The first news was the common language, a tongue reporting
on itself. But the second story to shoot down the tower were details of what
was being constructed, at its base, and at the top, and what for. This tower was
a conduit to control the sky, from which their rulers could lob lightning across
the entire continent, or deny rain to anyone’s crops, and otherwise ensure
expansion of the empire. Plans ran down the tower
faster than any pair of feet, such as those to annihilate unruly tribes, many
folk of which had come to help build this as a peace offering.

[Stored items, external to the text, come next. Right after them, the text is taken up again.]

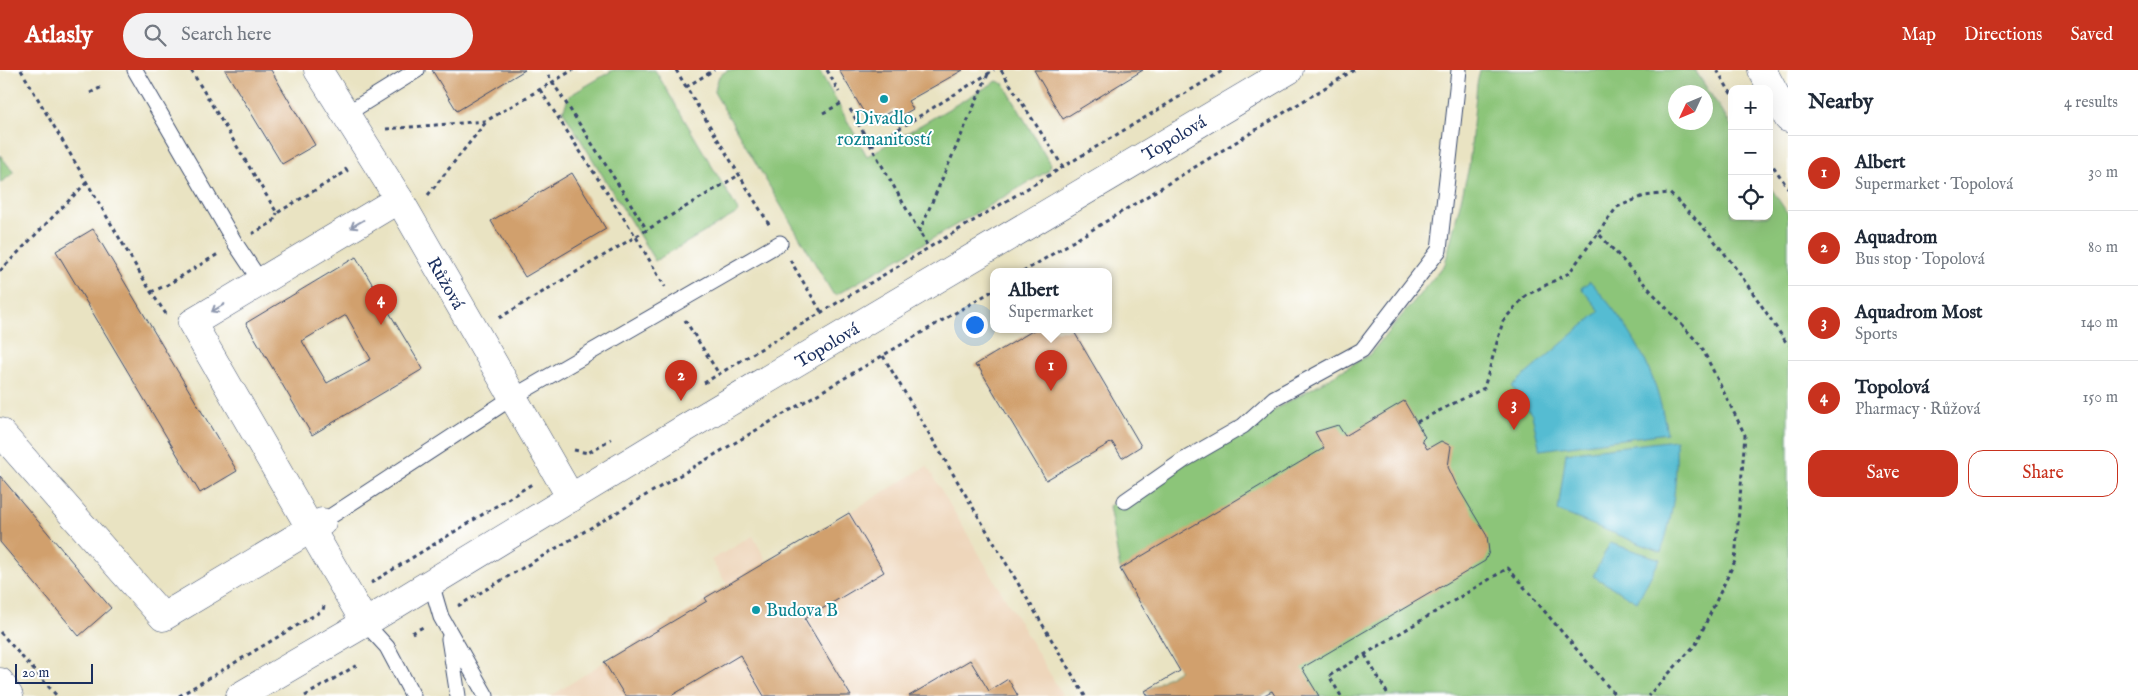 <!DOCTYPE html>
<meta charset="utf-8">
<style>
:root{--surface:#fff;--page:#f2f2f3;--text:#1f2937;--muted:#747a83;--line:#e0e1e3;--accent:#c8321e}
body{margin:0;font-family:"IM FELL English",serif;background:var(--page);color:var(--text)}
.controls{position:absolute;right:15px;top:15px;display:grid;overflow:hidden;border-radius:10px;box-shadow:0 5px 20px #0002}
.controls button{width:45px;height:45px;display:grid;place-items:center;padding:0;border:0;border-bottom:1px solid var(--line);background:var(--surface);color:var(--text);font:25px sans-serif}
.compass{position:absolute;left:1668px;top:15px;width:45px;height:45px;border-radius:50%;background:var(--surface);box-shadow:0 5px 20px #0002;rotate:226deg}
.scale{position:absolute;left:15px;bottom:12px;width:78px;box-sizing:border-box;padding-left:5px;border:2px solid #1b2f5e;border-top:0;font-size:14px;line-height:18px;white-space:nowrap;color:#1b2f5e;-webkit-text-stroke:4px #fff;paint-order:stroke}
.you{position:absolute;left:974px;top:254px;width:18px;height:18px;margin:-12px;border:4px solid #fff;border-radius:50%;background:#1a73e8;box-shadow:0 0 0 8px #1a73e833}
.badge{display:grid;place-items:center;width:32px;height:32px;border-radius:50%;background:var(--accent);color:#fff;font-size:16px;font-weight:700}
.pin{position:absolute;translate:-50% -41px;filter:drop-shadow(0 1px 2px #0008)}
.pin::after{content:'';position:absolute;top:26px;width:18px;height:15px;background:inherit;clip-path:polygon(0 0,100% 0,50% 100%)}
.popup{position:absolute;left:990px;top:198px;width:122px;height:65px;box-sizing:border-box;display:grid;place-content:center;border-radius:10px;background:var(--surface);filter:drop-shadow(0 1px 4px #0005);font-size:16px;white-space:nowrap;color:var(--muted)}
.popup b{font-size:19px;color:var(--text)}
.popup::after{content:'';position:absolute;left:50%;top:100%;margin-left:-10px;border:10px solid transparent;border-top-color:var(--surface)}
.list{margin:0;padding:0;list-style:none}
h2{display:flex;justify-content:space-between;align-items:center;height:65px;margin:0;padding:0 20px;font-size:21px}
h2 small{font-size:16px;font-weight:400;color:var(--muted)}
.list li{display:grid;grid-template-columns:32px 1fr auto;gap:15px;align-items:center;box-sizing:border-box;height:75px;padding:0 20px;border-top:1px solid var(--line)}
.list b{display:block;font-size:19px;white-space:nowrap}
.list p{margin:0;font-size:16px;white-space:nowrap;color:var(--muted)}
.list em{font-size:16px;font-style:normal;color:var(--muted)}
.actions{display:flex;gap:10px;padding:15px 20px}
.actions a{flex:1;padding:11px 0;border:1px solid var(--accent);border-radius:15px;text-align:center;font-size:18px;color:var(--accent)}
.actions .main{background:var(--accent);color:#fff}
.icon{flex:none;width:28px;height:28px;fill:none;stroke:currentColor;stroke-width:2;stroke-linecap:round;stroke-linejoin:round}
.map{position:relative;flex:none;width:1788px;height:626px;overflow:hidden}
header{display:flex;align-items:center;gap:30px;box-sizing:border-box;height:70px;padding:0 25px;background:var(--accent);color:#fff}
header strong{font-size:24px}
nav{display:flex;gap:28px;margin-inline-start:auto;font-size:18px}
.search{width:350px;height:45px;background:var(--page);display:flex;align-items:center;gap:12px;box-sizing:border-box;padding:0 18px;border-radius:28px;color:var(--muted);font-size:19px}
main{display:flex}
aside{flex:1;background:var(--surface)}
.map>svg:first-child{display:block}
.built{fill:#eed6bb}
.green{fill:#8cc579;stroke:#547a6c;fill-rule:evenodd}
.water{fill:#55bcd2;stroke:#387698}
.building{fill:#d1a06d;fill-rule:evenodd}
.lines{fill:none;stroke-linecap:round;stroke-linejoin:round}
.service-casing{stroke:#3a4a6d;stroke-width:17}
.minor-casing{stroke:#3a4a6d;stroke-width:29}
.tertiary-casing{stroke:#3a4a6d;stroke-width:29}
.path{stroke:#3a4a6d;stroke-width:3;stroke-dasharray:4 4;stroke-linecap:butt}
.service{stroke:#fff;stroke-width:15}
.minor{stroke:#fff;stroke-width:28}
.tertiary{stroke:#fff;stroke-width:28}
.path-bridge{stroke:#3a4a6d;stroke-width:3;stroke-dasharray:4 4;stroke-linecap:butt}
.oneway{stroke:#8d97ae}
.culture-dot{fill:#0f9aa8;stroke:#fff;stroke-width:2}
.labels{text-anchor:middle;stroke-width:4;stroke-linejoin:round;paint-order:stroke}
.culture-label{font-size:18px;fill:#0d838f;stroke:#fff}
.street-label{font-size:18px;fill:#1b2f5e;stroke:#fff}
</style>
<header>
<strong>Atlasly</strong>
<div class="search"><svg class="icon" aria-label="search" viewBox="0 0 24 24"><circle cx="10" cy="10" r="6"/><path d="M15 15l6 6"/></svg>Search here</div>
<nav><a>Map</a><a>Directions</a><a>Saved</a></nav>
</header>
<main>
<div class="map">
<svg width="1788" height="626" viewBox="0 0 1788 626">
<rect width="100%" height="100%" fill="#fff"/>
<filter id="ink" filterUnits="userSpaceOnUse"><feTurbulence type="fractalNoise" baseFrequency=".02" numOctaves="2"/><feDisplacementMap in="SourceGraphic" scale="10" xChannelSelector="R" yChannelSelector="G"/><feConvolveMatrix kernelMatrix="1 2 1 2 8 2 1 2 1" color-interpolation-filters="sRGB"/></filter>
<filter id="wash" filterUnits="userSpaceOnUse"><feTurbulence type="fractalNoise" baseFrequency=".0096" numOctaves="4" result="noise"/><feDisplacementMap in="SourceGraphic" scale="20" xChannelSelector="R" yChannelSelector="G"/><feGaussianBlur stdDeviation="1.12" result="paint"/><feColorMatrix in="noise" values="0 0 0 0 0 0 0 0 0 0 0 0 0 0 0 0 0 1.4 0 .05"/><feComposite in="paint" operator="in"/></filter>
<g filter="url(#wash)">
<rect width="100%" height="100%" fill="#e9e3c2"/>
<!-- built -->
<polygon class="built" points="927,396 1063,626 551,626 604,592 706,531 705,528 727,515 711,490 753,466 767,492"/>
<!-- green -->
<g class="green">
<polygon points="613,0 655,0 739,142 655,191 563,41 569,26"/>
<polygon points="728,0 819,0 867,86 997,11 1004,14 1050,94 1048,101 836,225 833,224 714,22 719,6"/>
<path d="M1480 0H1695L1732 57V146H1769V115L1788 144V626H1275L1271 621 1262 626H1148L1145 621 1180 600 1120 499 1109 436 1369 285 1445 194 1469 97 1477 14ZM1676 22H1706V52H1676Z"/>
<polygon points="0,85 14,103 0,113"/>
</g>
<!-- water -->
<g class="water">
<path d="M1590 211C1633 260 1655 297 1667 363L1540 380 1532 345 1512 316 1600 241 1581 218Z"/>
<path d="M1676 370C1677 409 1674 444 1661 482L1558 441 1566 383Z"/>
<polygon points="1610,473 1660,489 1637,532 1593,506"/>
</g>
<g id="blocks">
<!-- building -->
<g class="building">
<polygon points="225,0 271,0 315,75 282,94"/>
<polygon points="432,0 525,0 457,41"/>
<polygon points="839,0 963,0 908,31 913,39 899,47 895,39 870,53"/>
<polygon points="1034,0 1143,0 1063,49"/>
<polygon points="572,103 606,159 525,207 491,151"/>
<polygon points="93,159 237,401 200,423 56,181"/>
<path d="M356 187 423 299 312 365 246 253ZM346 245 371 289 327 313 302 271Z"/>
<polygon points="1034,260 1048,260 1049,262 1054,260 1073,260 1141,376 1122,388 1112,372 1046,410 978,296 976,297 975,295"/>
<polygon points="1404,331 1425,367 1422,370 1427,379 1441,371 1451,376 1448,397 1456,414 1487,466 1489,482 1485,491 1302,598 1319,626 1275,626 1272,621 1262,626 1148,626 1145,621 1180,601 1120,499 1324,378 1315,362 1338,355 1345,366"/>
<polygon points="0,406 111,538 79,566 0,472"/>
<polygon points="849,443 884,502 805,549 851,626 764,626 740,585 671,626 625,626 604,592 707,531 705,528"/>
<polygon points="970,590 989,621 1008,609 1018,626 909,626"/>
</g>
</g>
</g>
<g filter="url(#ink)">
<use href="#blocks" fill-opacity="0" stroke="#3a4a6d" stroke-width="1"/>
<g class="lines">
<defs>
<g id="service">
<polyline points="135,0 235,173 261,212"/>
<polyline points="346,44 417,0"/>
<polyline points="1125,431 1184,390 1243,356 1274,328 1362,280 1439,180 1459,0"/>
<polyline points="322,452 513,327 780,173"/>
<polyline points="431,513 441,547 486,626"/>
<polyline points="365,553 387,577 413,626"/>
<polyline points="449,569 458,626"/>
</g>
<g id="minor">
<polyline points="318,0 399,129 571,428"/>
<polyline points="0,362 163,547 322,452"/>
<polyline points="365,553 192,253 399,129"/>
</g>
<g id="tertiary">
<polyline points="1762,0 1788,48"/>
<polyline points="0,612 9,626"/>
<polyline points="240,626 365,553 689,356 1289,0"/>
</g>
</defs>
<!-- service casing -->
<use href="#service" class="service-casing"/>
<!-- minor casing -->
<use href="#minor" class="minor-casing"/>
<!-- tertiary casing -->
<use href="#tertiary" class="tertiary-casing"/>
<!-- path -->
<g class="path">
<polyline points="21,0 151,222 166,244"/>
<polyline points="191,0 277,143 347,101 344,95"/>
<polyline points="676,0 770,156"/>
<polyline points="827,0 839,22"/>
<polyline points="1001,0 1063,97"/>
<polyline points="1717,0 1732,25"/>
<polyline points="686,17 714,0"/>
<polyline points="540,20 636,167 665,217"/>
<polyline points="90,23 104,16"/>
<polyline points="850,39 928,177"/>
<polyline points="823,43 842,33"/>
<polyline points="386,59 486,51 573,0"/>
<polyline points="871,76 994,0"/>
<polyline points="1769,90 1788,118"/>
<polyline points="428,125 486,52"/>
<polyline points="634,139 647,160"/>
<polyline points="919,162 988,4"/>
<path d="M1598 163 1617 137 1644 126 1669 123C1718 166 1752 222 1788 275"/>
<polyline points="252,164 273,152 277,143"/>
<polyline points="790,190 822,243"/>
<polyline points="0,201 87,112"/>
<polyline points="1023,202 1354,0"/>
<polyline points="151,222 167,215 218,184"/>
<polyline points="499,248 739,105"/>
<polyline points="685,250 719,304"/>
<polyline points="883,286 1085,626"/>
<polyline points="704,313 1224,0"/>
<polyline points="1417,352 1484,318 1503,251 1525,226 1569,203 1598,163 1701,276 1745,365 1735,491 1696,574 1648,626"/>
<polyline points="574,380 588,383 611,369"/>
<polyline points="371,513 532,414"/>
<polyline points="458,536 994,220"/>
<polyline points="0,562 57,626"/>
<polyline points="412,563 423,557"/>
<polyline points="1365,585 1389,626"/>
<polyline points="179,626 323,540 324,536"/>
<polyline points="305,626 357,595"/>
<polyline points="1341,626 1329,606 1508,498 1616,626"/>
</g>
<!-- service -->
<use href="#service" class="service"/>
<!-- minor -->
<use href="#minor" class="minor"/>
<!-- tertiary -->
<use href="#tertiary" class="tertiary"/>
<!-- path-bridge -->
<polyline class="path-bridge" points="548,5 634,139"/>
</g>
<!-- one-way arrows -->
<defs><path id="oneway-shaft" d="M-6 0H5M1.5-3L5.5 0L1.5 3" fill="none" stroke-width="1.6" stroke-linecap="round" stroke-linejoin="round" transform="scale(1.25)"/></defs>
<g class="oneway">
<use href="#oneway-shaft" transform="translate(357 154) rotate(149)"/>
<use href="#oneway-shaft" transform="translate(218 238) rotate(149)"/>
</g>
</g>
<!-- markers -->
<g class="culture-dot">
<circle cx="884" cy="29" r="5"/>
<circle cx="756" cy="540" r="5"/>
</g>
<g class="labels">
<!-- culture labels -->
<g class="culture-label">
<text x="884" y="54">Divadlo<tspan x="884" dy="21">rozmanitostí</tspan></text>
<text x="766" y="546" text-anchor="start">Budova B</text>
</g>
<!-- street labels -->
<g class="street-label">
<text transform="translate(1174 68) rotate(-31)" y="6">Topolová</text>
<text transform="translate(446 213) rotate(60)" y="6">Růžová</text>
<text transform="translate(827 275) rotate(-31)" y="6">Topolová</text>
</g>
</g>
</svg>
<div class="controls">
<button>+</button>
<button>−</button>
<button><svg class="icon" aria-label="locate" viewBox="0 0 24 24"><circle cx="12" cy="12" r="6"/><path d="M12 2v4M12 18v4M2 12h4M18 12h4"/></svg></button>
</div>
<svg class="compass" viewBox="-18 -18 36 36"><path d="M0-13l5 13h-10z" fill="#e53935"/><path d="M0 13l5-13h-10z" fill="#747a83"/></svg>
<div class="scale">20 m</div>
<div class="you"></div>
<div class="pin badge" style="left:1051px;top:321px">1</div>
<div class="popup"><b>Albert</b>Supermarket</div>
<div class="pin badge" style="left:681px;top:331px">2</div>
<div class="pin badge" style="left:1514px;top:360px">3</div>
<div class="pin badge" style="left:381px;top:255px">4</div>
</div>
<aside>
<h2>Nearby<small>4 results</small></h2>
<ul class="list">
<li><span class="badge">1</span><div><b>Albert</b><p>Supermarket · Topolová</p></div><em>30 m</em></li>
<li><span class="badge">2</span><div><b>Aquadrom</b><p>Bus stop · Topolová</p></div><em>80 m</em></li>
<li><span class="badge">3</span><div><b>Aquadrom Most</b><p>Sports</p></div><em>140 m</em></li>
<li><span class="badge">4</span><div><b>Topolová</b><p>Pharmacy · Růžová</p></div><em>150 m</em></li>
</ul>
<div class="actions"><a class="main">Save</a><a>Share</a></div>
</aside>
</main>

An informed public can be hazardous to tyrants. When that
informed public grossly outnumbers you and is already inside your monstrous
tower, they are potentially more hazardous. That morning workers at the
foundation looked up to see it raining politicians.
The laborers usurped their labor, and with influence
over the winds, there was a golden age of agriculture. Species that had fought
each other witlessly for centuries now comprehended and cooperated. Or so they
say. Everyone understanding each other seems to have created more problems, at
least in the modern age. We don’t know what wiped out their unilinguistic utopia.
We only know there’s very little of that tower left up there.